- Opening Delimiter -

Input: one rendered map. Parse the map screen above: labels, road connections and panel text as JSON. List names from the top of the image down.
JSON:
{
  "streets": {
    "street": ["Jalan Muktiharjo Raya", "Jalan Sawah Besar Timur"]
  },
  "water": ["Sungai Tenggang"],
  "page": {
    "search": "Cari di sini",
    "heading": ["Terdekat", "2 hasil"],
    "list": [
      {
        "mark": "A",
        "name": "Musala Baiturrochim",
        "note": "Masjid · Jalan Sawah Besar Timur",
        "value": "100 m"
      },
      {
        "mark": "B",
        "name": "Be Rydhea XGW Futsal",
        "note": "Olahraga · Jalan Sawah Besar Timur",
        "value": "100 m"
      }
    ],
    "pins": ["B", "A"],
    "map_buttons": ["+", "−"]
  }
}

- Closing Delimiter -
- Opening Delimiter -

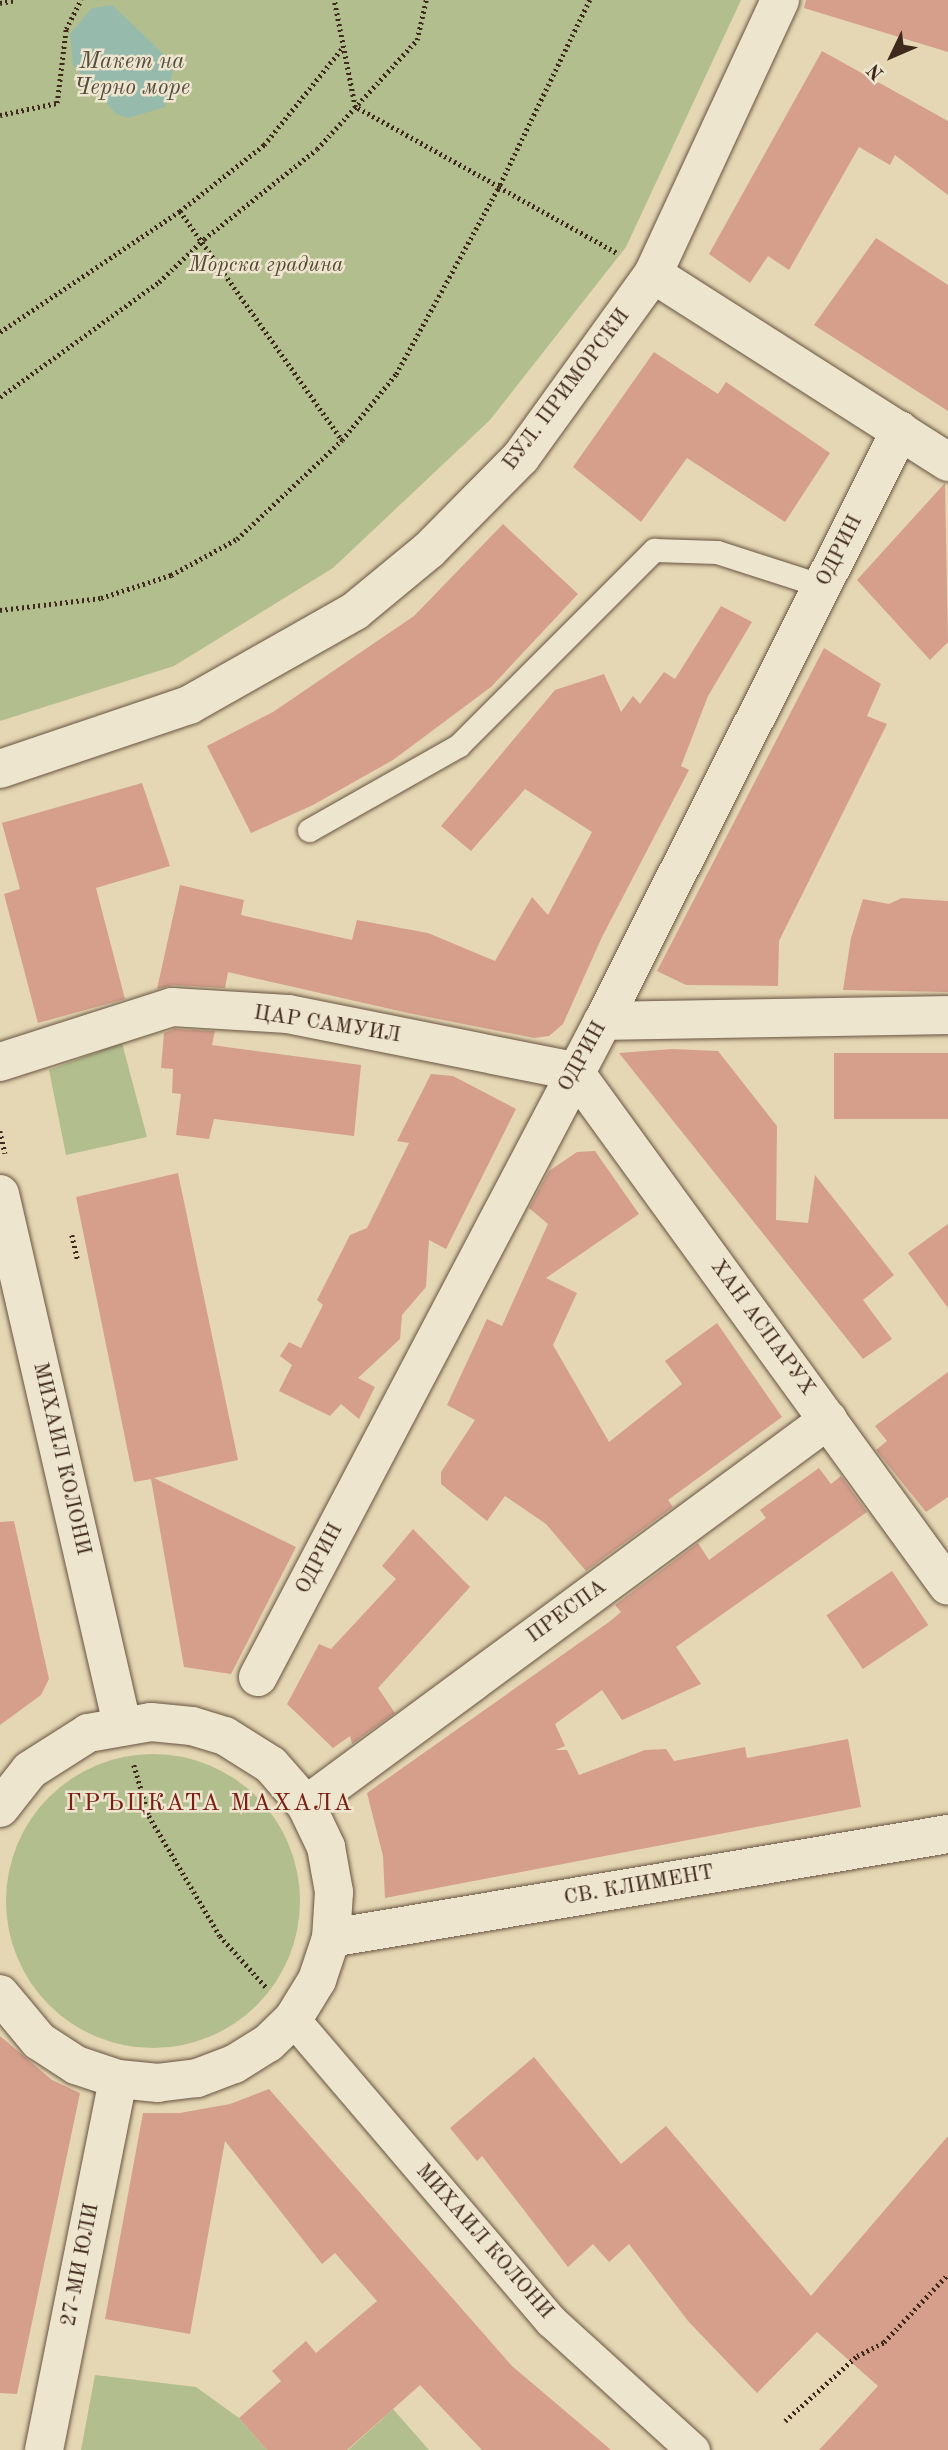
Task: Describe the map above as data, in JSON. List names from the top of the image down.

- Closing Delimiter -

- [EXERCISE] Search the data for "above" and list every line in which it occurs.

- [TASK OUTPUT]
Input: one rendered map. Parse the map screen above: labels, road connections and panel text as JSON. List names from the top of the image down.
Task: Describe the map above as data, in JSON. List names from the top of the image down.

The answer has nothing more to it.